This was originally posted as a thread on twitter
The Prevailing Wisdom
- The only acceptable cloud platforms to use for reliability are the big ones (AWS/GCP/Azure)
- We *must* have every service (including non production) on it's own server (best practice).
Where this often leads
- 5 codebases x 8 services x 2 environments (production, staging) x medium-level server ($96) = $7680/month.
The Reality
- The main line item on your team's cloud hosting bill is what's called a VM (virtual machine). Every platform has created it's own fancy name for this (Amazon is EC2, Google is Compute Engine) but behind the curtains you're paying for the same thing - commoditised, open source technology.
- There are many hosting services, with similar uptime stats, that sell the exact same thing the big platforms do, for 90% cheaper. For example the equivalent of a $96/month Azure server is available on contabo.com for $6.30/month.
- The cloud provider offerings are *intentionally* confusing to both technical and non-technical people.
- Often, over-eager development teams will decompose a web application out into separate services. This means that instead of having one codebase and one place that this code is hosted, you know have 5 codebases and 5 different deployments. This 5x’es the maintenance burden and usually also 5x’es the cost. Now instead of having 2 or 3 instances to pay for (production, staging), you can end up with 10 to 15 instances.

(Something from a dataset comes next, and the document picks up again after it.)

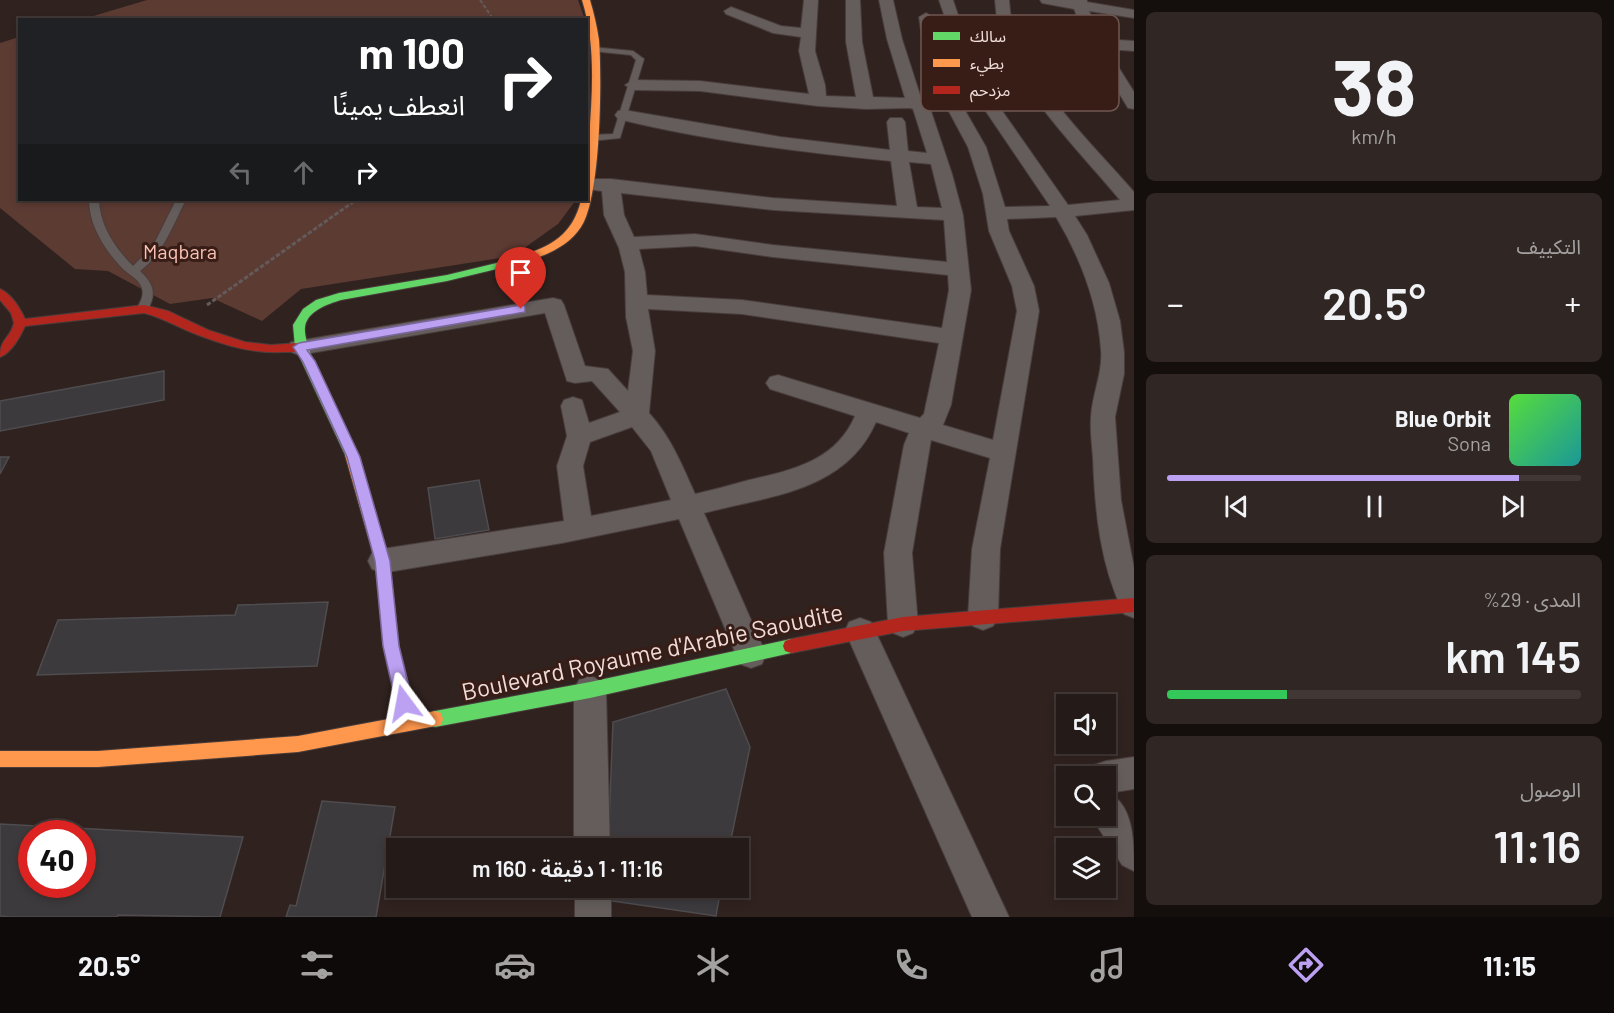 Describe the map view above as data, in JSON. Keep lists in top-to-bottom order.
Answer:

- When your team says "This is just what it costs to run our software, we can't do it cheaper", they don't mean "This is the cost required to service our volume of traffic", they mean "This is what 'best practices' costs and this is what everyone else is doing so we're not overpaying"
- There are many teams out there paying many thousands per month for servers when the actual compute cost to service their volume is closer to $10/month - this sounds crazy but is true.